Each record in the listing below is to be duplicated exactly.

**Given records**
· · · ·

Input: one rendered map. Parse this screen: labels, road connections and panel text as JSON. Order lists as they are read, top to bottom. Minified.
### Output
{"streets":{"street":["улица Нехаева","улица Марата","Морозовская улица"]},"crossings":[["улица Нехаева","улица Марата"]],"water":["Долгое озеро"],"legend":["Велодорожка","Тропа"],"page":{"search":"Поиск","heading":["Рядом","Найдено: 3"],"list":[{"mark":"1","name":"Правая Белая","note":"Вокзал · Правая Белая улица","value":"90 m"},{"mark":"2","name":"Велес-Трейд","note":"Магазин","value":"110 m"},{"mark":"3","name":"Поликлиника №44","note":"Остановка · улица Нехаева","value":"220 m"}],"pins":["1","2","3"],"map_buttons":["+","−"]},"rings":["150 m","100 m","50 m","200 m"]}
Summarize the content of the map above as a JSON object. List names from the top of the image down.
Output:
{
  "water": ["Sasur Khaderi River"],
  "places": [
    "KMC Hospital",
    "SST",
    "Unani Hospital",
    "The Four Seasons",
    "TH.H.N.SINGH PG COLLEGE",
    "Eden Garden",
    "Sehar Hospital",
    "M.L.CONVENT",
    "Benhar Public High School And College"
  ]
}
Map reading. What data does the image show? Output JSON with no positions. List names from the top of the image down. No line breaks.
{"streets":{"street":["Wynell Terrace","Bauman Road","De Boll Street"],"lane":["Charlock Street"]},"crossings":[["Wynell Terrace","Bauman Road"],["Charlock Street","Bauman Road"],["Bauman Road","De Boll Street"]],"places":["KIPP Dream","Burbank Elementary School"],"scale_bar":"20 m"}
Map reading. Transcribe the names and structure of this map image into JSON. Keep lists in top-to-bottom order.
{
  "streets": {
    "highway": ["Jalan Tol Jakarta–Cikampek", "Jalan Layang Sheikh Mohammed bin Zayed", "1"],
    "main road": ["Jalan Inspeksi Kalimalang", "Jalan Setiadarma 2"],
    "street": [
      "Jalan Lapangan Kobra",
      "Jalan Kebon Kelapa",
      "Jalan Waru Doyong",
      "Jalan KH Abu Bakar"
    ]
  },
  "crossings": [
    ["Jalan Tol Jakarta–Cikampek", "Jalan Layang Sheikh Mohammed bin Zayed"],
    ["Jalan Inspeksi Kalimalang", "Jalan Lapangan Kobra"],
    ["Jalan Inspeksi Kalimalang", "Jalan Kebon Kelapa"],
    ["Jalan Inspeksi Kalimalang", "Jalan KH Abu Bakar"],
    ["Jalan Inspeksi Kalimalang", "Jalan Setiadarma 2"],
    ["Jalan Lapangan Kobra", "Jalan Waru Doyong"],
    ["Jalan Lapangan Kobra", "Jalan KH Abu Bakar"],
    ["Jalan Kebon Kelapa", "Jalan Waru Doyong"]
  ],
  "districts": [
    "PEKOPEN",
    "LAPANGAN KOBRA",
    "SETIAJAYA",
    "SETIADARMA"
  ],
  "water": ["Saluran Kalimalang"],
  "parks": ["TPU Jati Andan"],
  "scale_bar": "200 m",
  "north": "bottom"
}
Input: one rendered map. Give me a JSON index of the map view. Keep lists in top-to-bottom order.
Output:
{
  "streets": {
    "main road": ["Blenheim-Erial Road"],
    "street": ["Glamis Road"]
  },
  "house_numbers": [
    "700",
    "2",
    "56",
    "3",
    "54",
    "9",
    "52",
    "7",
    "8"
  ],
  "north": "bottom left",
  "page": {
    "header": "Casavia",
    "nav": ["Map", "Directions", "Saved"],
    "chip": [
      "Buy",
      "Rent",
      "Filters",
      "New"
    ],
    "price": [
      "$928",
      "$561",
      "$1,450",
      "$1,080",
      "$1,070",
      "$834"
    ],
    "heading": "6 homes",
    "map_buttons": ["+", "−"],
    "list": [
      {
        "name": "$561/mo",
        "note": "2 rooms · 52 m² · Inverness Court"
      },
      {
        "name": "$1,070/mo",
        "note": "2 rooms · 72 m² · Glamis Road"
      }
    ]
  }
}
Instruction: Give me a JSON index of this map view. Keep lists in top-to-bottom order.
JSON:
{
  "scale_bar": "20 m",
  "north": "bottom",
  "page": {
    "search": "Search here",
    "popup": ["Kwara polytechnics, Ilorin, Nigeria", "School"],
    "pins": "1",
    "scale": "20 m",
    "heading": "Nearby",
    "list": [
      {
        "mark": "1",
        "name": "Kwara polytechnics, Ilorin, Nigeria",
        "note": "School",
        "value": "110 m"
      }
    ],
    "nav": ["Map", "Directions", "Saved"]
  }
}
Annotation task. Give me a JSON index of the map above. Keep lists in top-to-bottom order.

· · · ·

**Answer section**
Input: one rendered map. Parse this screen: labels, road connections and panel text as JSON. Order lists as they are read, top to bottom. Minified.
### Output
{"streets":{"street":["улица Нехаева","улица Марата","Морозовская улица"]},"crossings":[["улица Нехаева","улица Марата"]],"water":["Долгое озеро"],"legend":["Велодорожка","Тропа"],"page":{"search":"Поиск","heading":["Рядом","Найдено: 3"],"list":[{"mark":"1","name":"Правая Белая","note":"Вокзал · Правая Белая улица","value":"90 m"},{"mark":"2","name":"Велес-Трейд","note":"Магазин","value":"110 m"},{"mark":"3","name":"Поликлиника №44","note":"Остановка · улица Нехаева","value":"220 m"}],"pins":["1","2","3"],"map_buttons":["+","−"]},"rings":["150 m","100 m","50 m","200 m"]}
Summarize the content of the map above as a JSON object. List names from the top of the image down.
Output:
{
  "water": ["Sasur Khaderi River"],
  "places": [
    "KMC Hospital",
    "SST",
    "Unani Hospital",
    "The Four Seasons",
    "TH.H.N.SINGH PG COLLEGE",
    "Eden Garden",
    "Sehar Hospital",
    "M.L.CONVENT",
    "Benhar Public High School And College"
  ]
}
Map reading. What data does the image show? Output JSON with no positions. List names from the top of the image down. No line breaks.
{"streets":{"street":["Wynell Terrace","Bauman Road","De Boll Street"],"lane":["Charlock Street"]},"crossings":[["Wynell Terrace","Bauman Road"],["Charlock Street","Bauman Road"],["Bauman Road","De Boll Street"]],"places":["KIPP Dream","Burbank Elementary School"],"scale_bar":"20 m"}
Map reading. Transcribe the names and structure of this map image into JSON. Keep lists in top-to-bottom order.
{
  "streets": {
    "highway": ["Jalan Tol Jakarta–Cikampek", "Jalan Layang Sheikh Mohammed bin Zayed", "1"],
    "main road": ["Jalan Inspeksi Kalimalang", "Jalan Setiadarma 2"],
    "street": [
      "Jalan Lapangan Kobra",
      "Jalan Kebon Kelapa",
      "Jalan Waru Doyong",
      "Jalan KH Abu Bakar"
    ]
  },
  "crossings": [
    ["Jalan Tol Jakarta–Cikampek", "Jalan Layang Sheikh Mohammed bin Zayed"],
    ["Jalan Inspeksi Kalimalang", "Jalan Lapangan Kobra"],
    ["Jalan Inspeksi Kalimalang", "Jalan Kebon Kelapa"],
    ["Jalan Inspeksi Kalimalang", "Jalan KH Abu Bakar"],
    ["Jalan Inspeksi Kalimalang", "Jalan Setiadarma 2"],
    ["Jalan Lapangan Kobra", "Jalan Waru Doyong"],
    ["Jalan Lapangan Kobra", "Jalan KH Abu Bakar"],
    ["Jalan Kebon Kelapa", "Jalan Waru Doyong"]
  ],
  "districts": [
    "PEKOPEN",
    "LAPANGAN KOBRA",
    "SETIAJAYA",
    "SETIADARMA"
  ],
  "water": ["Saluran Kalimalang"],
  "parks": ["TPU Jati Andan"],
  "scale_bar": "200 m",
  "north": "bottom"
}
Input: one rendered map. Give me a JSON index of the map view. Keep lists in top-to-bottom order.
Output:
{
  "streets": {
    "main road": ["Blenheim-Erial Road"],
    "street": ["Glamis Road"]
  },
  "house_numbers": [
    "700",
    "2",
    "56",
    "3",
    "54",
    "9",
    "52",
    "7",
    "8"
  ],
  "north": "bottom left",
  "page": {
    "header": "Casavia",
    "nav": ["Map", "Directions", "Saved"],
    "chip": [
      "Buy",
      "Rent",
      "Filters",
      "New"
    ],
    "price": [
      "$928",
      "$561",
      "$1,450",
      "$1,080",
      "$1,070",
      "$834"
    ],
    "heading": "6 homes",
    "map_buttons": ["+", "−"],
    "list": [
      {
        "name": "$561/mo",
        "note": "2 rooms · 52 m² · Inverness Court"
      },
      {
        "name": "$1,070/mo",
        "note": "2 rooms · 72 m² · Glamis Road"
      }
    ]
  }
}
Instruction: Give me a JSON index of this map view. Keep lists in top-to-bottom order.
JSON:
{
  "scale_bar": "20 m",
  "north": "bottom",
  "page": {
    "search": "Search here",
    "popup": ["Kwara polytechnics, Ilorin, Nigeria", "School"],
    "pins": "1",
    "scale": "20 m",
    "heading": "Nearby",
    "list": [
      {
        "mark": "1",
        "name": "Kwara polytechnics, Ilorin, Nigeria",
        "note": "School",
        "value": "110 m"
      }
    ],
    "nav": ["Map", "Directions", "Saved"]
  }
}
Annotation task. Give me a JSON index of the map above. Keep lists in top-to-bottom order.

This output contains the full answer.